Abbot John smiled as William reluctantly acquiesced. Brother Michael put into William's hands a tray of physic doses to carry and laid a couple of cloths over his arm, and John withdrew without another word, giving silent thanks to the God who had made and moulded Brother Michael from the dust of the earth and then set him walking in the direction of St Alcuin's infirmary.
One less thing to worry about tonight
, he thought as he hurried back through the gusting rain to the candlelit choir, there to settle the day, the world, and the community down to rest.

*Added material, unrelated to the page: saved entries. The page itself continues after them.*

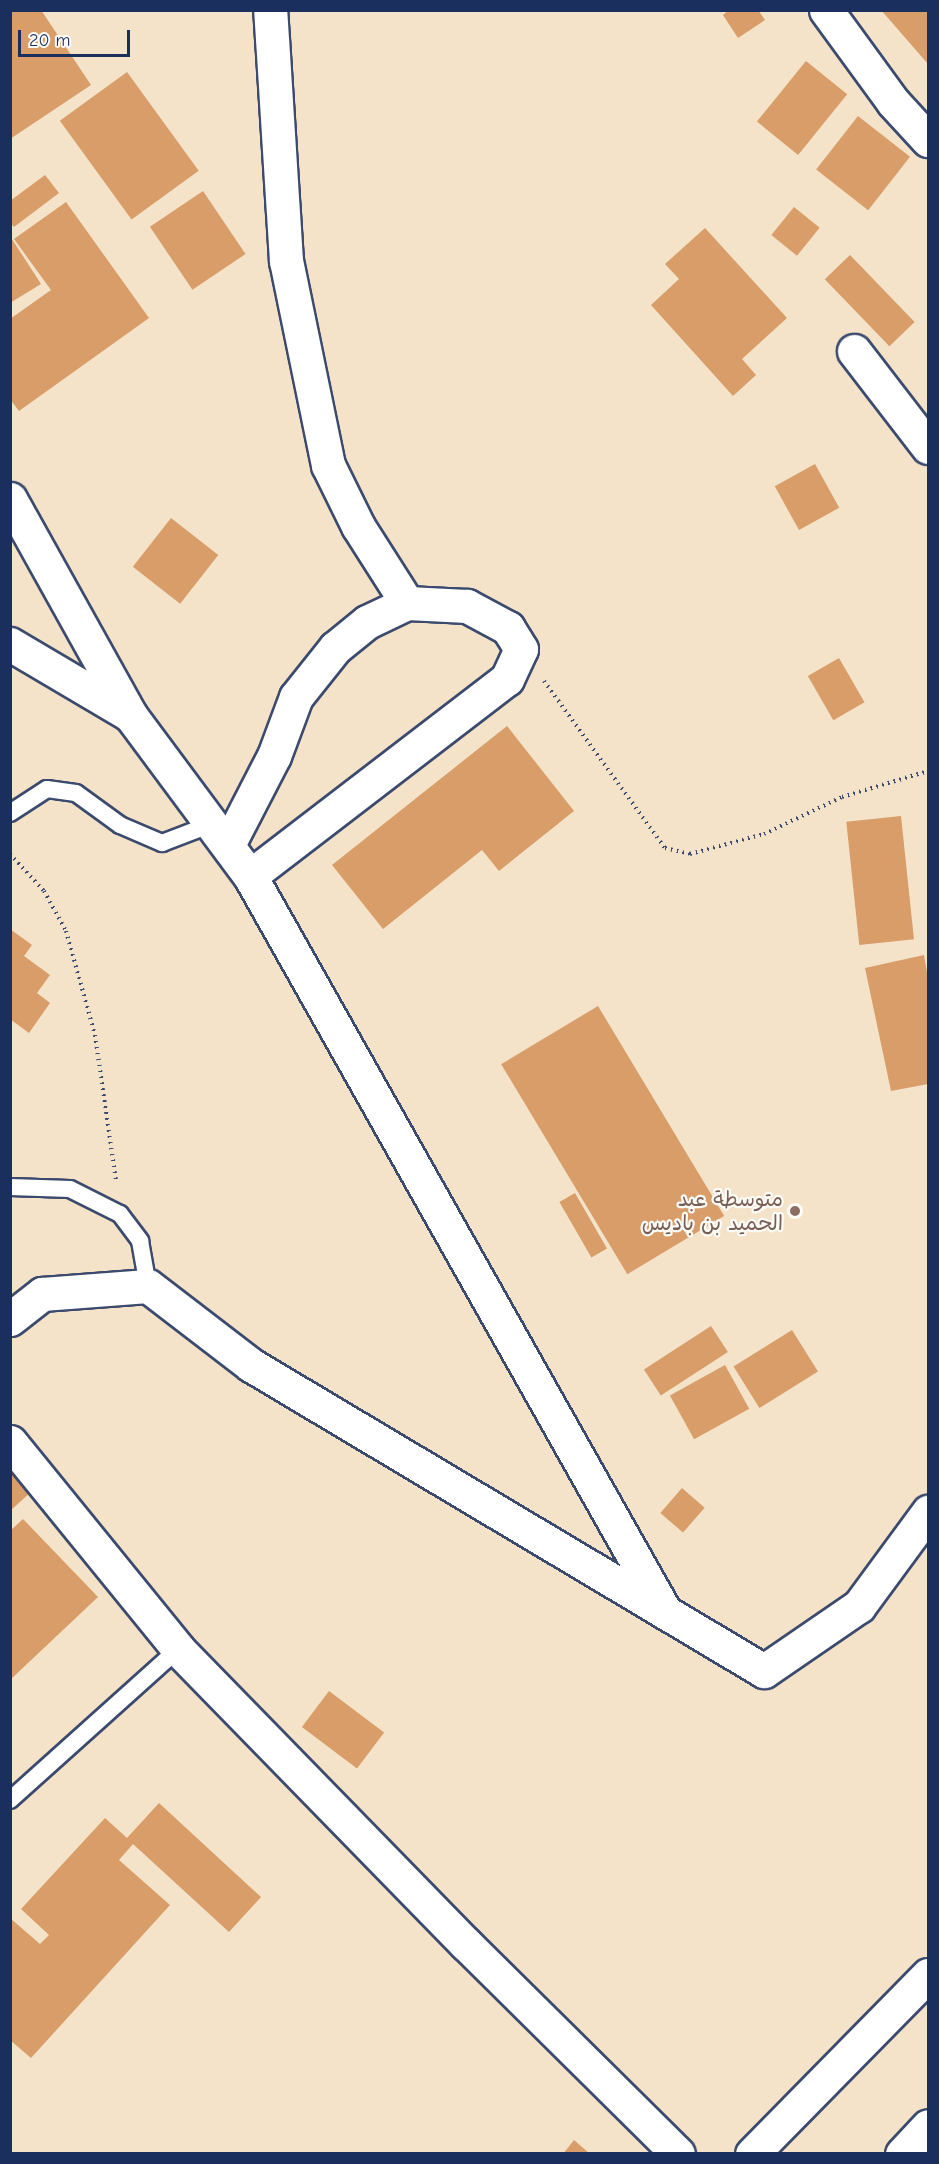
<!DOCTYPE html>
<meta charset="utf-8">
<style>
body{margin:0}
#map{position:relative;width:939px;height:2164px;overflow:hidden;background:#f4e3c9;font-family:"Comic Neue","Playpen Sans Arabic",sans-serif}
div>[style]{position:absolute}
.building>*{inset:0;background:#d89d69;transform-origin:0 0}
.path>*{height:4px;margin-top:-2px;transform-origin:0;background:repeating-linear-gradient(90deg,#3c4a6e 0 1.5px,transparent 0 6px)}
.roads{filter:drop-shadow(2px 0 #3c4a6e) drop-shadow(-2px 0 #3c4a6e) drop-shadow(0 2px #3c4a6e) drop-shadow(0 -2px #3c4a6e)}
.service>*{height:16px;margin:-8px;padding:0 8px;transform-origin:8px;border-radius:8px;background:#fff}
.minor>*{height:33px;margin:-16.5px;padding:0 16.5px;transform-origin:16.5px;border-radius:16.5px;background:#fff}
.dots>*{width:16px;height:16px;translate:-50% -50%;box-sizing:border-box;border:3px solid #fdfcf7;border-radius:50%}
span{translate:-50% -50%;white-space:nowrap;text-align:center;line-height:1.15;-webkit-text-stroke:4.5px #fdfcf7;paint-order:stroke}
.education-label{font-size:21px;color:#785e54}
.right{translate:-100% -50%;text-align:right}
.frame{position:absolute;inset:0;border:12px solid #1b2f5e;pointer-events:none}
.scale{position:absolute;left:18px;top:30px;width:112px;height:27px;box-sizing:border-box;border:3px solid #1b2f5e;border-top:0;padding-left:8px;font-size:18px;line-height:21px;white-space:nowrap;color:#1b2f5e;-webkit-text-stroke:4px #fdfcf7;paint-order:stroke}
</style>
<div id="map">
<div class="building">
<div style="clip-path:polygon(10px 10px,41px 10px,91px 85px,10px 139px)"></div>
<div style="clip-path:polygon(729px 10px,758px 10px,765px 20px,738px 38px,723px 15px)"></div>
<div style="clip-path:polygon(881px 10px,928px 10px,928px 64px)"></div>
<div style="left:806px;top:61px;width:53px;height:78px;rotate:39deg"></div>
<div style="left:127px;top:72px;width:122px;height:83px;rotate:54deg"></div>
<div style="left:858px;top:116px;width:66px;height:68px;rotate:38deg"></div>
<div style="clip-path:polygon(45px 175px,59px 193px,14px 227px,10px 222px,10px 201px)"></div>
<div style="left:203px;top:191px;width:76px;height:64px;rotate:56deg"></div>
<div style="clip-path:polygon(66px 202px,149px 318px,19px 411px,10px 399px,10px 319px,51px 290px,14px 239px)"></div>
<div style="left:794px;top:207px;width:33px;height:36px;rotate:39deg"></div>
<div style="clip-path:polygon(705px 228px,787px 318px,742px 359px,756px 375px,733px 396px,651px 305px,679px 279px,665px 264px)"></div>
<div style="clip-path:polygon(10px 236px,41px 284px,10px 303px)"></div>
<div style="left:850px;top:255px;width:93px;height:35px;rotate:46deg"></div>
<div style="left:815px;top:464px;width:50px;height:46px;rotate:61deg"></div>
<div style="left:171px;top:518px;width:60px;height:62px;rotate:38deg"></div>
<div style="left:839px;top:658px;width:51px;height:36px;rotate:60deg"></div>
<div style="clip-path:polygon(507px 726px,574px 811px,499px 871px,482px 850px,383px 929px,332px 865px)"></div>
<div style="left:901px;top:816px;width:124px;height:55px;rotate:84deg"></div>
<div style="clip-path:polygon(10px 929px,32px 945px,24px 956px,50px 975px,37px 993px,50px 1003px,29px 1033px,10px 1019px)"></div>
<div style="clip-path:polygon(924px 955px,928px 978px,928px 1084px,891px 1091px,865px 968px)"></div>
<div style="left:598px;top:1006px;width:245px;height:113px;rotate:59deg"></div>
<div style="left:575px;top:1193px;width:64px;height:18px;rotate:60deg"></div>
<div style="left:711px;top:1326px;width:31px;height:80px;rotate:57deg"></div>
<div style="left:792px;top:1330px;width:49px;height:69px;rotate:58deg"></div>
<div style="left:725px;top:1365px;width:50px;height:63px;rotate:61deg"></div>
<div style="clip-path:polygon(10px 1467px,32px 1491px,10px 1511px)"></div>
<div style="left:682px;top:1488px;width:30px;height:33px;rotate:41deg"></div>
<div style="clip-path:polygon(23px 1519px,98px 1597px,10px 1680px,10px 1531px)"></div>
<div style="left:329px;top:1691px;width:69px;height:45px;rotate:37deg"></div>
<div style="clip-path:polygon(159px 1803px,261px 1897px,229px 1932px,133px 1844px,119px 1860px,170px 1905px,31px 2058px,10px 2040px,10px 1918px,40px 1944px,49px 1935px,21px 1909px,105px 1818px,127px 1838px)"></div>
<div style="clip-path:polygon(574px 2140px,590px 2154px,563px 2154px)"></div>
</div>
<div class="path">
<div style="left:544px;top:681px;width:206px;rotate:54.1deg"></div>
<div style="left:665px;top:848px;width:26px;rotate:13deg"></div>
<div style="left:690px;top:854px;width:77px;rotate:-15.1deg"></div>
<div style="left:764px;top:834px;width:86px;rotate:-25.4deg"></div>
<div style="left:842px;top:797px;width:90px;rotate:-16.8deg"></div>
<div style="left:10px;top:854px;width:50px;rotate:47.4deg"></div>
<div style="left:44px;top:891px;width:46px;rotate:61.2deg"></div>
<div style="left:66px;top:931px;width:108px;rotate:74.4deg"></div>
<div style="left:95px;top:1035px;width:147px;rotate:81.8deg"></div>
</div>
<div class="roads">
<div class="service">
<div style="left:10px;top:813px;width:44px;rotate:-33deg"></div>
<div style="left:47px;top:789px;width:29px;rotate:8deg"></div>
<div style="left:76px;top:793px;width:54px;rotate:36deg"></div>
<div style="left:120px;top:825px;width:46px;rotate:23.2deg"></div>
<div style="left:162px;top:843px;width:56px;rotate:-21deg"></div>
<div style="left:10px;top:1187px;width:60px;rotate:1.9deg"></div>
<div style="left:70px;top:1189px;width:56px;rotate:26.6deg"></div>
<div style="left:120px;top:1214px;width:34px;rotate:53deg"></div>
<div style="left:140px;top:1241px;width:46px;rotate:79.9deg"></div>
<div style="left:10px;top:1800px;width:226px;rotate:-41.9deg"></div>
</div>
<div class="minor">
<div style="left:826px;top:10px;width:114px;rotate:53.9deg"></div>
<div style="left:893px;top:102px;width:52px;rotate:47.4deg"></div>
<div style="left:854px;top:351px;width:121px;rotate:52.4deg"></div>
<div style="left:10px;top:499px;width:248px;rotate:60.9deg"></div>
<div style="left:131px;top:716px;width:199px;rotate:53.4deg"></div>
<div style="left:250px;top:876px;width:845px;rotate:60.58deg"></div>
<div style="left:10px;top:644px;width:139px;rotate:30.6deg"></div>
<div style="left:229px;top:843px;width:98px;rotate:-62.7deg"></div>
<div style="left:274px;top:756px;width:63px;rotate:-69.6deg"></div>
<div style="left:296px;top:697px;width:63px;rotate:-51.5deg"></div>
<div style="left:335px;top:648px;width:41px;rotate:-39.1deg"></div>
<div style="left:367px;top:622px;width:44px;rotate:-25.4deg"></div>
<div style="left:250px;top:876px;width:324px;rotate:-37.5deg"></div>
<div style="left:507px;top:679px;width:33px;rotate:-65deg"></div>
<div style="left:521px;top:649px;width:25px;rotate:-122deg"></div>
<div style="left:508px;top:628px;width:47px;rotate:-151.8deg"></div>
<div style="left:467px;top:606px;width:60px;rotate:-177.1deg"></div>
<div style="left:407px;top:603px;width:91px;rotate:-122.5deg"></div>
<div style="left:358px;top:526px;width:68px;rotate:-116.2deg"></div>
<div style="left:328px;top:465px;width:208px;rotate:-101.6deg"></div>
<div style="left:286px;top:261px;width:252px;rotate:-93.6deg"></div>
<div style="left:10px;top:1319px;width:41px;rotate:-38deg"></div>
<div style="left:42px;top:1294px;width:106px;rotate:-4.3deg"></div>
<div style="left:148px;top:1286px;width:130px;rotate:37.5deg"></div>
<div style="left:251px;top:1365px;width:597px;rotate:30.82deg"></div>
<div style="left:764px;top:1671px;width:115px;rotate:-34.4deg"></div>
<div style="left:859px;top:1606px;width:117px;rotate:-53.7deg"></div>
<div style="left:10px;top:1442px;width:267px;rotate:50.9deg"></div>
<div style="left:178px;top:1649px;width:412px;rotate:45.7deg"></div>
<div style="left:466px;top:1944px;width:298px;rotate:44.7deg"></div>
<div style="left:752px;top:2154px;width:251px;rotate:-45.5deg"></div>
<div style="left:902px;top:2154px;width:38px;rotate:-47deg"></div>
</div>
</div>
<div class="dots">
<div style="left:795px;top:1211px;background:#8d6e63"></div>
</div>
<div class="education-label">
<span class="right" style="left:783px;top:1211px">متوسطة عبد<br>الحميد بن باديس</span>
</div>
<div class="frame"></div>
<div class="scale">20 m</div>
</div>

William offered no small challenge to any man charged with managing him, but Brother Michael proved equal to the task. Before the brothers in the chapel had sung the last responsory, William found himself tucked into bed with a hot stone at his cold feet, his belly less tense than it usually felt, comfortably warmed by a hot, sweet, milky drink, and an unfamiliar feeling of peace pervading his senses as valerian, oats, hops, and lavender did their good work. His last thought before he fell asleep was that he couldn't quite account for how this had happened to him because he couldn't remember agreeing to it exactly at any given point.

The next day he found he could concentrate better than he had been, and when he ate with Brother Michael in the infirmary instead of taking his meal in the frater with the community, for the first time in a while he was able to eat without feeling sick. He made no further protest against his second night in the infirmary, but the day after that filled gradually with dread as he contemplated entering the warming room after Vespers in the evening. He was not entirely sure he could force himself to do it, but it had been required of him as an obedience, so he tidied away his work at the end of the afternoon. He still had the key to the checker. He might have been told to limit his time there, but he would not have it further limited by what Brother Ambrose might choose to do.